Every autumn, Zisis Kyrou is more often found plucking flowers in northern Greece’s purple saffron fields than in his office as a civil engineer. Saffron - the spice so expensive it’s called “red gold” - has brought jobs and money to a region better known for coal mines and unemployment. A year ago, its producers began exporting to the United States. Now they’re looking to China.
“I didn’t imagine I’d return,” he said. “But it was a decision I don’t regret.”Greeks have been cultivating saffron for three centuries in the countryside surrounding Krokos, which takes its name from Crocus, the saffron flower. Alexander the Great is said to have used it to heal battle wounds.

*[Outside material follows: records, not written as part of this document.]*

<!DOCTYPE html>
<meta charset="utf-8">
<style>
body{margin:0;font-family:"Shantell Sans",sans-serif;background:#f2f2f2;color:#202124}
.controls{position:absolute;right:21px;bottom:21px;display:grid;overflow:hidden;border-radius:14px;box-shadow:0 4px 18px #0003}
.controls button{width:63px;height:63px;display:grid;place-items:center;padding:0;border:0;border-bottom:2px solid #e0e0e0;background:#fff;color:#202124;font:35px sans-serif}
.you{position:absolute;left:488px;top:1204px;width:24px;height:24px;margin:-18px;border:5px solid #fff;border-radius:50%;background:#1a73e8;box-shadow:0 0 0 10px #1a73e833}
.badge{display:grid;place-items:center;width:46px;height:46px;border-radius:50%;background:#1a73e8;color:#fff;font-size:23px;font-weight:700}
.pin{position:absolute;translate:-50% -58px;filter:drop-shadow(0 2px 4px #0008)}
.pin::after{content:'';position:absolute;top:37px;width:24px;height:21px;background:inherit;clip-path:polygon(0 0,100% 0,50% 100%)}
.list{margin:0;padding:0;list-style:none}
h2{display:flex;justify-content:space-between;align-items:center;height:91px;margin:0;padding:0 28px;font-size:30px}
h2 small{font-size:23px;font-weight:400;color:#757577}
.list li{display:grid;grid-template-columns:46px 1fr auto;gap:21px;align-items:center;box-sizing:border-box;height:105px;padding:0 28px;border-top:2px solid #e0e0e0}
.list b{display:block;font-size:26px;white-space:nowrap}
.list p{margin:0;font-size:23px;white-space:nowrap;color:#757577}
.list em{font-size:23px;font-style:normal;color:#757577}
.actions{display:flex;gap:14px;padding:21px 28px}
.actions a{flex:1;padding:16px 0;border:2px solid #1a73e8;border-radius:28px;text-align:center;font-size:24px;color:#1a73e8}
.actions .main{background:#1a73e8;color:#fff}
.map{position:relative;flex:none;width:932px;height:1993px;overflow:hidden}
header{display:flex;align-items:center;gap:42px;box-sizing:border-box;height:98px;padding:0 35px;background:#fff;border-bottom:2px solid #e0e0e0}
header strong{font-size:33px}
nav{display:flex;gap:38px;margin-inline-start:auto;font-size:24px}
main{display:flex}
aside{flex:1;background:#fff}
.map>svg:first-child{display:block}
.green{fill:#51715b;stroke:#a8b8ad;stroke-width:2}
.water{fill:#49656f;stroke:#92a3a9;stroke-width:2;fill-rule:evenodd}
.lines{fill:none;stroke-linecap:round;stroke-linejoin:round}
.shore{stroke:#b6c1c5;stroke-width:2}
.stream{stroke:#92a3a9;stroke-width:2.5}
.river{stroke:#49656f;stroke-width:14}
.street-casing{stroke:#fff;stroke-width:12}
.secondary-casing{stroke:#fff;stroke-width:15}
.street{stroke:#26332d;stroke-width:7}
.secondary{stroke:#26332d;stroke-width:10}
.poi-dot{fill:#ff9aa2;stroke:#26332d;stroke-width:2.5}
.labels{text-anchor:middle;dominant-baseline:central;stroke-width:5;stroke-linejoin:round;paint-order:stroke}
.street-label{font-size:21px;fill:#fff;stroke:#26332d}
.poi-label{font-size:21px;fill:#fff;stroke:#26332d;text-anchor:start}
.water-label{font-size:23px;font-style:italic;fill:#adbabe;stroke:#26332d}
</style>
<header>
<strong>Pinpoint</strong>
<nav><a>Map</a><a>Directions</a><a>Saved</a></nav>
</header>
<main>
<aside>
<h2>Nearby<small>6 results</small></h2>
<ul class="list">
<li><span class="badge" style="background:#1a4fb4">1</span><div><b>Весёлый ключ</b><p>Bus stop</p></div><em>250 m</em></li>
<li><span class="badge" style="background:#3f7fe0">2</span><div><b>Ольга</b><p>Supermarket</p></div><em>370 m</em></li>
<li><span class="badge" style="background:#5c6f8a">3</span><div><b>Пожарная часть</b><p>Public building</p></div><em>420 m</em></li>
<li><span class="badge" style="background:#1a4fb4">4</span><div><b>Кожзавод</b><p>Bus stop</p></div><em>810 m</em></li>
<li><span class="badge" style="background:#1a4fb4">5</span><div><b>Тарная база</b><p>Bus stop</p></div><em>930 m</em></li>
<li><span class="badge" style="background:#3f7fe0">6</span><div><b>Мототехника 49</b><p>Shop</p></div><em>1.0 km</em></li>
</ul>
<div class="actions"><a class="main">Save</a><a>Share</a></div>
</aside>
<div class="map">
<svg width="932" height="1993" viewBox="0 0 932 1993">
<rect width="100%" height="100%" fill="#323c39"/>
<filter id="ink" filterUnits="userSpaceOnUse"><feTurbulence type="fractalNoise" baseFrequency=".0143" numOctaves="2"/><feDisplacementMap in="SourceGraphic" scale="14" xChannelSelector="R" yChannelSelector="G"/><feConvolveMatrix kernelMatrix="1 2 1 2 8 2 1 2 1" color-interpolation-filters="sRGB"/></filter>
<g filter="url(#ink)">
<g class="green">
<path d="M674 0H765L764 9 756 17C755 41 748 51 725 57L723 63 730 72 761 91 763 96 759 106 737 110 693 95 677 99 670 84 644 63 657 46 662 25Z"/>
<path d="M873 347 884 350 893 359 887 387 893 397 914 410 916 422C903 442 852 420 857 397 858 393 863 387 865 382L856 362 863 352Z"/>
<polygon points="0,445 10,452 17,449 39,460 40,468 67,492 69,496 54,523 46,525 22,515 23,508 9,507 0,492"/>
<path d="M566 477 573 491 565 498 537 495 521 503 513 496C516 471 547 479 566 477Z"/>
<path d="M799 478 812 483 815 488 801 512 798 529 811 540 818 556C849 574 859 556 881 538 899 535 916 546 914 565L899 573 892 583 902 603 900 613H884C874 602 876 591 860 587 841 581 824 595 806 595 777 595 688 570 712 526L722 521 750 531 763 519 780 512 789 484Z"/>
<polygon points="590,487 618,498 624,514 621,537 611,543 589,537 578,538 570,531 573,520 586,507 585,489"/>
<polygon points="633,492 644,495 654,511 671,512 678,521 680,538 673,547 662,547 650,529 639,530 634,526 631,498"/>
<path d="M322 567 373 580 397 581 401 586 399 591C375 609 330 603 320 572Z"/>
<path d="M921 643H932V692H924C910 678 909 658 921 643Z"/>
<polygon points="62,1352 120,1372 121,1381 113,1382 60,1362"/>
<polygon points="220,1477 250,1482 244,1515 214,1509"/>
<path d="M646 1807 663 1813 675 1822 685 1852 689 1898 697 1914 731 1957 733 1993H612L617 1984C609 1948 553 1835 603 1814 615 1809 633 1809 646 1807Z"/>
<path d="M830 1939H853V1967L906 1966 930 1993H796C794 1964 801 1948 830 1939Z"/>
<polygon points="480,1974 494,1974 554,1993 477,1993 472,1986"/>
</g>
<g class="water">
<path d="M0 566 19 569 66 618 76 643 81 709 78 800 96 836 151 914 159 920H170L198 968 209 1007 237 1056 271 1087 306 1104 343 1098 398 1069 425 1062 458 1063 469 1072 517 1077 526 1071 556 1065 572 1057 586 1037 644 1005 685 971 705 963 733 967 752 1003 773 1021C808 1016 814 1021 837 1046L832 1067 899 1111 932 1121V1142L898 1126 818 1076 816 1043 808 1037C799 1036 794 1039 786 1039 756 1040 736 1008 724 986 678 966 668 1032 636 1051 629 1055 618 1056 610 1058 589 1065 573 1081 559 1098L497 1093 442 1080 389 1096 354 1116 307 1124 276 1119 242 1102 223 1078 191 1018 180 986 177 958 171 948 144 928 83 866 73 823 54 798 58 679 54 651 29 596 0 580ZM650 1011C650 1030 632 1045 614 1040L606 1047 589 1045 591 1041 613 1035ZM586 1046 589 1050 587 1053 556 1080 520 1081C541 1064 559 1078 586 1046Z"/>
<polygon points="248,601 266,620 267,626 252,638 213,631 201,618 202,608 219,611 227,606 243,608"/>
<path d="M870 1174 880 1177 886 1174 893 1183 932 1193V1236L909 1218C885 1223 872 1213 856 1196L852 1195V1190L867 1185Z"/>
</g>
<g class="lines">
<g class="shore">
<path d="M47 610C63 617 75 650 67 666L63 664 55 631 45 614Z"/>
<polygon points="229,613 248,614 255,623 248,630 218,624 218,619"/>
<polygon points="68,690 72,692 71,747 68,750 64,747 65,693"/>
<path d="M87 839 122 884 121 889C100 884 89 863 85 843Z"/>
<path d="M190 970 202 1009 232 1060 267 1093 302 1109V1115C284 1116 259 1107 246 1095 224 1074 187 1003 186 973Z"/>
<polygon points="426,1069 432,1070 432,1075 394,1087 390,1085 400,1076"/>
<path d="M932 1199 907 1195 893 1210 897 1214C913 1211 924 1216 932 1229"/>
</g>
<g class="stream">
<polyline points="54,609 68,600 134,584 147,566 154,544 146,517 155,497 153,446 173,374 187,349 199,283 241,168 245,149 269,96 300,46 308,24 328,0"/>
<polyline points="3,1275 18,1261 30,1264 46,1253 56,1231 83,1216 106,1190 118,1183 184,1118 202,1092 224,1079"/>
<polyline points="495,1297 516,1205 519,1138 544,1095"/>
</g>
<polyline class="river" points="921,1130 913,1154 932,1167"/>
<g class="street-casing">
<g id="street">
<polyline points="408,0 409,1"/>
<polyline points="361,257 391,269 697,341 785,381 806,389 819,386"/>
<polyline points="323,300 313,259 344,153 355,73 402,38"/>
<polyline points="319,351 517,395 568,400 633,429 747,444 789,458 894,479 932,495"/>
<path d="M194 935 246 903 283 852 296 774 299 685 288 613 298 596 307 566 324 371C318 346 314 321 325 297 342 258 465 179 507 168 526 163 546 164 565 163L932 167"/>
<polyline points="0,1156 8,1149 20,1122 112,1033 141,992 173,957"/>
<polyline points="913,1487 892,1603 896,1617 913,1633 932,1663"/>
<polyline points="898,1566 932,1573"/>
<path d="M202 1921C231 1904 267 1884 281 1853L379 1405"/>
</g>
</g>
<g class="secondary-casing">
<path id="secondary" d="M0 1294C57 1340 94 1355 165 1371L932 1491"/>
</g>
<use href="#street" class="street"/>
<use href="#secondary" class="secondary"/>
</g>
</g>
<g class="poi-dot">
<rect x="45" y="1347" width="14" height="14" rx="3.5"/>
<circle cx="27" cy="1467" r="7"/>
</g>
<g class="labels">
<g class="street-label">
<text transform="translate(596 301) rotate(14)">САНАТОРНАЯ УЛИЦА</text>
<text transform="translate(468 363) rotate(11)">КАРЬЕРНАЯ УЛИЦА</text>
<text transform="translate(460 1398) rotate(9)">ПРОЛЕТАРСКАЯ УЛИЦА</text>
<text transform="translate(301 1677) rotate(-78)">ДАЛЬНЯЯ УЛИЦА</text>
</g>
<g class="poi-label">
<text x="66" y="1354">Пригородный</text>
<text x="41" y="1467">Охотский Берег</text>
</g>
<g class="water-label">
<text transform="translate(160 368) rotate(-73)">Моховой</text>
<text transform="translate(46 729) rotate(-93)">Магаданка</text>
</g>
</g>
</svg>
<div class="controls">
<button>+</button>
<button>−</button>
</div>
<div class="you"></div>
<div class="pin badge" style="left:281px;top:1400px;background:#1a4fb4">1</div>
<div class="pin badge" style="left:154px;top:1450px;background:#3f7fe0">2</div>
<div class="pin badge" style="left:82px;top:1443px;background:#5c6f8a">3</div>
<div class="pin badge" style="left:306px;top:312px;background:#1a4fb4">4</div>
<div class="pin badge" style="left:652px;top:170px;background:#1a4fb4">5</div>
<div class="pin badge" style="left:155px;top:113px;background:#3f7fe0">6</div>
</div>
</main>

But until 2000, production was limited to 30 kg a year for domestic consumption, said Nikos Patsiouras, who heads Greece’s Cooperative of Saffron. That changed in 2008, when the crisis hit. Greece now produces about four tonnes a year, 70 percent of which goes abroad. The Cooperative has doubled its members from 494 to 1,000. It also has increased its land from 592 acres in 2008 to 1,349 acres.
“A lot of young people found work in the fields - scientists,” Patsiouras said. “I believe more will join.” Signs of the crisis are visible across Krokos, where shuttered shops line the streets. Unemployment in northwestern Greece is 23.5 percent, three points higher than the national average. But the fields are abuzz.
“We have God on our side, who gave us such a unique product,” Patsiouras said. “We hold on to it like the apple of our eye.” Saffron grows only in this region of Greece. Marketed as Krokos Kozanis, one gram costs about four euros in Greek shops. It takes 150,000 flowers to make a kilo of the spice, which sells for about 1,500 euros. Flowers are handpicked, and at the cooperative women in blue overall weigh and package it. They are forbidden to wear make-up and perfume, to protect its flavour. Iran is by far the world’s biggest saffron producer, but demand for the Greek variety is rising, Patsiouras said. Greece is in talks with China for exports in 2019.
In the Patsiouras household, three generations have gathered after a day of harvesting to remove the saffron strands from the flowers and dry them. “If we don’t transfer this tradition to the next generation, we will fail,” said his daughter-in-law, Maria Patsioura.